What's it like to order
25 chicks from a hatchery? Well, first you wait, and wait, and
wait for the day when the postmistress finally calls you up and
announces that your flock has arrived. Then your honey carries
the cheeping box 'o chicks home, and you dump them into their brood box.
If your experience is
like ours, they will be a bit chilled, but spunky, ready to crowd under
the heat lamp, pushing against their neighbors to be the first to warm
up. Our box came with a "bonus" chick which was half the size and
had a tenth the vigor of his boxmates, and he kicked the bucket in the
first five minutes. On the other hand, the rest of the chicks
soon forgot their traumatic journey and settled in to do what chicks do
best --- eat, drink, poop, and be merry.
Then, in the midst of
his play, a chick's head will suddenly nod, and before you know it he's
lying prostrate on the ground.

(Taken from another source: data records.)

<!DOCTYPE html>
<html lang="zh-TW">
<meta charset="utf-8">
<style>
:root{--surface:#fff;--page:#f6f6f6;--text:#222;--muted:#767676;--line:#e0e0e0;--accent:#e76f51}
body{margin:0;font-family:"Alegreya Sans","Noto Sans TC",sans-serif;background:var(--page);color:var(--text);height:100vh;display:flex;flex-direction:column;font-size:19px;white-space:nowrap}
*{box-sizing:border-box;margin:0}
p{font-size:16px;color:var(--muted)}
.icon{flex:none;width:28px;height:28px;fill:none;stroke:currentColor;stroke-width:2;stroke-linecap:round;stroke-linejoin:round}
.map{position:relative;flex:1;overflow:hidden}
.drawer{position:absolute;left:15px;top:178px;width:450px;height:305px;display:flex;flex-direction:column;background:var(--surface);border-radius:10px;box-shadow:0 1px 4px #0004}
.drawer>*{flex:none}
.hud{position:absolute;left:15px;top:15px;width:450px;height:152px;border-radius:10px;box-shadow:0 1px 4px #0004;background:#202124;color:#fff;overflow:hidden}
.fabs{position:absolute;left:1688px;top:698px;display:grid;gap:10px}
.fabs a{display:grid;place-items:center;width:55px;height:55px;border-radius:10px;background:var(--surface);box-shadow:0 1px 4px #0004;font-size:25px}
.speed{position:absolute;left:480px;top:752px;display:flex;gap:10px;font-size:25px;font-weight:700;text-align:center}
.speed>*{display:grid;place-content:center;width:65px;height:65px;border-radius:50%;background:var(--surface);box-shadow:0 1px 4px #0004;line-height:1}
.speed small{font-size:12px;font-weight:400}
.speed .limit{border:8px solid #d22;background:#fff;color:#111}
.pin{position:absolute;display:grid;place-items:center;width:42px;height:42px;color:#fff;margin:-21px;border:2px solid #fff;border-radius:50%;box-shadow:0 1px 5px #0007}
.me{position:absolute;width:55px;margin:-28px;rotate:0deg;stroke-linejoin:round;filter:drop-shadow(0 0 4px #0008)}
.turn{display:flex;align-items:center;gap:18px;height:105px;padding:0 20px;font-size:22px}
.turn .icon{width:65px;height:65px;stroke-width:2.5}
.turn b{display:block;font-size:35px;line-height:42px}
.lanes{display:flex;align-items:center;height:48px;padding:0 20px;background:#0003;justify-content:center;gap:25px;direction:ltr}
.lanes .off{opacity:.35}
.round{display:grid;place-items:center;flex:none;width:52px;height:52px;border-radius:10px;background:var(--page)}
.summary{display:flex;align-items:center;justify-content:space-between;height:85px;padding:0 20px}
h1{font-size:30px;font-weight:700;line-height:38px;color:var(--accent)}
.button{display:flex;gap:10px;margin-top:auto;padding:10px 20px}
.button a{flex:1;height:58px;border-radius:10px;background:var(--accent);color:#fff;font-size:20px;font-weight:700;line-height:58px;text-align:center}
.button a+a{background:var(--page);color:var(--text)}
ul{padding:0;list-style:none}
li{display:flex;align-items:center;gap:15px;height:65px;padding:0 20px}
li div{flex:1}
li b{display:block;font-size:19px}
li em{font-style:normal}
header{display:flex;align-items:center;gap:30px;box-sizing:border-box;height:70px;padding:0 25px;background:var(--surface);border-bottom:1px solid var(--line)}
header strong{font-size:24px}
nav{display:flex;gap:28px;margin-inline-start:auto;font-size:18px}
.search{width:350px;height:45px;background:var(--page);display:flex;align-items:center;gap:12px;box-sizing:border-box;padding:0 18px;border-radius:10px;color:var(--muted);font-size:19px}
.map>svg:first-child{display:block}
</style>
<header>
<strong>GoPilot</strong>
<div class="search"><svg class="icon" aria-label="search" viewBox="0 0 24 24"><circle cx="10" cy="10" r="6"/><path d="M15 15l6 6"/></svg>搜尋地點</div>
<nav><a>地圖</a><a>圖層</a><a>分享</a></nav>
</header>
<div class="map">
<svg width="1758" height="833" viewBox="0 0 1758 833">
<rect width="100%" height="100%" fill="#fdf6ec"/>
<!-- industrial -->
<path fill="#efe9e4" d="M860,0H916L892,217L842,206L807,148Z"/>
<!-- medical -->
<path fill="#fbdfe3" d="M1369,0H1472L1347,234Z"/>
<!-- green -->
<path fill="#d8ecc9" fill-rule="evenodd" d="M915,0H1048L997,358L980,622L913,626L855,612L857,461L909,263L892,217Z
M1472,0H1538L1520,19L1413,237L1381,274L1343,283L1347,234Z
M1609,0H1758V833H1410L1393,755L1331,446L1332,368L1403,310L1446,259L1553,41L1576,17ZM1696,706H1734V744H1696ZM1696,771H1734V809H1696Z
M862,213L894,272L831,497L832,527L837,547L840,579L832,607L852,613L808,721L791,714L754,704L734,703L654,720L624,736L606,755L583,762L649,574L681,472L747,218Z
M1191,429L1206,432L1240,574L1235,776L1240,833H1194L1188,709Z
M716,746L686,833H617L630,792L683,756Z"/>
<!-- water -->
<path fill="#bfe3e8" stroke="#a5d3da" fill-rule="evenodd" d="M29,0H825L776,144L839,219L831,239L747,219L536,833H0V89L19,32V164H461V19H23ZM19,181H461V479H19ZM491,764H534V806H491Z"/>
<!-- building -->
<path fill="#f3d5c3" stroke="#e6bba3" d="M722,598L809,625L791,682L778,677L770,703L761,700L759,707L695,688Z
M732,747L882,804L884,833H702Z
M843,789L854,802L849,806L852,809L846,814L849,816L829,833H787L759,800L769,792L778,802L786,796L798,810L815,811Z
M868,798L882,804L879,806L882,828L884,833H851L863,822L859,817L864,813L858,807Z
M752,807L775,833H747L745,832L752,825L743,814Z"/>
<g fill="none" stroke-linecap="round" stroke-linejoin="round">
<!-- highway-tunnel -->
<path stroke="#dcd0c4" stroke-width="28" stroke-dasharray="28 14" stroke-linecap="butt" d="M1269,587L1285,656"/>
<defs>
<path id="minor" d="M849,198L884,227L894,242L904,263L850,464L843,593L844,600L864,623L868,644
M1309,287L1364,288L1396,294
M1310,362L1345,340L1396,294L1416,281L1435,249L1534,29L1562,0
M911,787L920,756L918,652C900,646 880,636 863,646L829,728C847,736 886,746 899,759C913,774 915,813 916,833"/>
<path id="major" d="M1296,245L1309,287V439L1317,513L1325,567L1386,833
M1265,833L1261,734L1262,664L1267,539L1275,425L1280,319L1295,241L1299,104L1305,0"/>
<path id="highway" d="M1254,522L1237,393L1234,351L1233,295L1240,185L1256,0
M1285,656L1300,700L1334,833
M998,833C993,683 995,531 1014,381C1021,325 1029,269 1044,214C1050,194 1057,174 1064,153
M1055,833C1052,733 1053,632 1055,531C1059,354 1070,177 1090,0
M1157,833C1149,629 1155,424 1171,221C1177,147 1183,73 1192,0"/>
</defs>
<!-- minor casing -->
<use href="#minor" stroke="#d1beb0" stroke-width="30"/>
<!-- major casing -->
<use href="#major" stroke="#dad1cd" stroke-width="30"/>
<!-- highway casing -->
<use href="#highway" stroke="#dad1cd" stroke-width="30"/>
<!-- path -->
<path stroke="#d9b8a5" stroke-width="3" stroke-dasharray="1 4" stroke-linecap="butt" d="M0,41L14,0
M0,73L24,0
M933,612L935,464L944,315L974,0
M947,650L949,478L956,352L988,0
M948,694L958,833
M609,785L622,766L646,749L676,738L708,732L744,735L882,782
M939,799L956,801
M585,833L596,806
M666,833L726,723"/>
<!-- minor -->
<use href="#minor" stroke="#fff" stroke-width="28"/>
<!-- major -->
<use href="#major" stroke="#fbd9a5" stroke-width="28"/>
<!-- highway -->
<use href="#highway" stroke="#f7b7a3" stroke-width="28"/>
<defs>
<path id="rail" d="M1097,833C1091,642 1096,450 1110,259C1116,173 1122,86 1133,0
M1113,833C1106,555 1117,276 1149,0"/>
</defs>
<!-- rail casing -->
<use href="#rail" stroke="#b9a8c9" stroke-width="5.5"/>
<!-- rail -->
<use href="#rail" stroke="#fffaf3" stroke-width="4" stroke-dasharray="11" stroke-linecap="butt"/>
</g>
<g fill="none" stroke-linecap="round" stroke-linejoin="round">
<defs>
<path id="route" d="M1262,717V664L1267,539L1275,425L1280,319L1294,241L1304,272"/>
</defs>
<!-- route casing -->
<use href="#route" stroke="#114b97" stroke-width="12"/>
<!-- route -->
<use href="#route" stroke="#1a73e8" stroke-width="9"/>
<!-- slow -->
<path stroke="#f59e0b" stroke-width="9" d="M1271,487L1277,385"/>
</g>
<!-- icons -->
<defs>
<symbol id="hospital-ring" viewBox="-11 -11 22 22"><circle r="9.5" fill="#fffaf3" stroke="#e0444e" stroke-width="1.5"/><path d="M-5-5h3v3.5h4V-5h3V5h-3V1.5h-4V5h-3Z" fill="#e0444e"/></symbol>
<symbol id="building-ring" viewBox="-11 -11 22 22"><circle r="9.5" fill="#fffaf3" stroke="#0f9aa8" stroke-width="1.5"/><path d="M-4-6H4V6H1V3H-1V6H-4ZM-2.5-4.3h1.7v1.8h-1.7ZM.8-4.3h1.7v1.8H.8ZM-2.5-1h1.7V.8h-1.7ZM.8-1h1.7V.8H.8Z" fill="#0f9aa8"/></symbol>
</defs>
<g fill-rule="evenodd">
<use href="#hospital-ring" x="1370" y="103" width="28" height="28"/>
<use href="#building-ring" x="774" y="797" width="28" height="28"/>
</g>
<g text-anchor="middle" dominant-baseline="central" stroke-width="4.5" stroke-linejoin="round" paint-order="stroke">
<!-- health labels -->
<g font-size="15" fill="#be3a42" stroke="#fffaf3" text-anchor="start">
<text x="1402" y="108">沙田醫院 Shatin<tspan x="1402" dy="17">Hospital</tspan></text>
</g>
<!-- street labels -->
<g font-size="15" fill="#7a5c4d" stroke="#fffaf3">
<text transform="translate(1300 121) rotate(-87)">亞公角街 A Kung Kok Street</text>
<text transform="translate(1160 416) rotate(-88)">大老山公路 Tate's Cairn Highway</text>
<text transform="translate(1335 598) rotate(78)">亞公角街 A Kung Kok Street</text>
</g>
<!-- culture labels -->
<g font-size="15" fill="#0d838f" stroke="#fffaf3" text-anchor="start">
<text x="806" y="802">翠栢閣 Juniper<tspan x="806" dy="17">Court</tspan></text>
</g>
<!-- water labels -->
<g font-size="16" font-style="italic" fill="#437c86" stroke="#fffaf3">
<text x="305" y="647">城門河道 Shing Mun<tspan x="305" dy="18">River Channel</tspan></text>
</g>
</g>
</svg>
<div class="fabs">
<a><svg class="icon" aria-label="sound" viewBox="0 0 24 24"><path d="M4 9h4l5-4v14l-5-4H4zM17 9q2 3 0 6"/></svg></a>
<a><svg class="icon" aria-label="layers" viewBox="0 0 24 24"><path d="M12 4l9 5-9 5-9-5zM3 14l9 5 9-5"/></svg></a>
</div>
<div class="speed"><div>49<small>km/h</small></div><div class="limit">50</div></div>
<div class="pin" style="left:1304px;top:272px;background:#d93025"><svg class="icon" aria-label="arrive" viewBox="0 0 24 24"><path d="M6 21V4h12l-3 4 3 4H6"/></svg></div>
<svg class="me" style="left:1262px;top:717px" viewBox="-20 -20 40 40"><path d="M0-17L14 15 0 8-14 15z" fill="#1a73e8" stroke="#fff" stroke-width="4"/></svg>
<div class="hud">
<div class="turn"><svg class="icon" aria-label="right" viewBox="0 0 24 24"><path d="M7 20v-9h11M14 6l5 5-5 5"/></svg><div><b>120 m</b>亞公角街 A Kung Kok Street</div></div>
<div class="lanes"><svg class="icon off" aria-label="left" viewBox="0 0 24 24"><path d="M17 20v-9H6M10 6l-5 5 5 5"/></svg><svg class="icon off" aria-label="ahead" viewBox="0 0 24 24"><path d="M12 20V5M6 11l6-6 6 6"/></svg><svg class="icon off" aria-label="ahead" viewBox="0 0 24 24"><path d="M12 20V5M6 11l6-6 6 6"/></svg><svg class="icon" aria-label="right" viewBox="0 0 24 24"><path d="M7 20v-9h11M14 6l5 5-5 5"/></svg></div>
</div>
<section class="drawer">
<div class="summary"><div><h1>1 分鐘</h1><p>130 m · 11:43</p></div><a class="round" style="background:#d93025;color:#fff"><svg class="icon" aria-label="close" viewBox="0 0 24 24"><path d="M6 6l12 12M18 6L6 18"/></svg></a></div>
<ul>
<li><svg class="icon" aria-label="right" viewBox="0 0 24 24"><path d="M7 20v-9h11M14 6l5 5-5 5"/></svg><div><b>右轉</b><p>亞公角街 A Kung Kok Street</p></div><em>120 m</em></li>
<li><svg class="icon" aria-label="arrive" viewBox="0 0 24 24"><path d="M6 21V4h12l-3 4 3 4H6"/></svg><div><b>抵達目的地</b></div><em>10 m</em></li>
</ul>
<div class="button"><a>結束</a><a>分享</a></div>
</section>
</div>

His siblings will jump on his
noggin, but he's so sound asleep that he doesn't even stir. If
you're a worrywart like me, you'll be terrified the chick has joined
his puny boxmate in the happy hunting grounds, but when you poke him,
he'll hop up and go back to the daily grind of pecking, peeping, and
scampering.
I have nothing to
compare these chicks to, so I don't know if all varieties are as quick
to peck and poke and search for food as our Dark
Cornishes. I
tossed in three worms to give them a taste of the wild side, and the
wrigglers quickly disappeared down chick gullets. I hope that's a
sign of good foraging habits to come.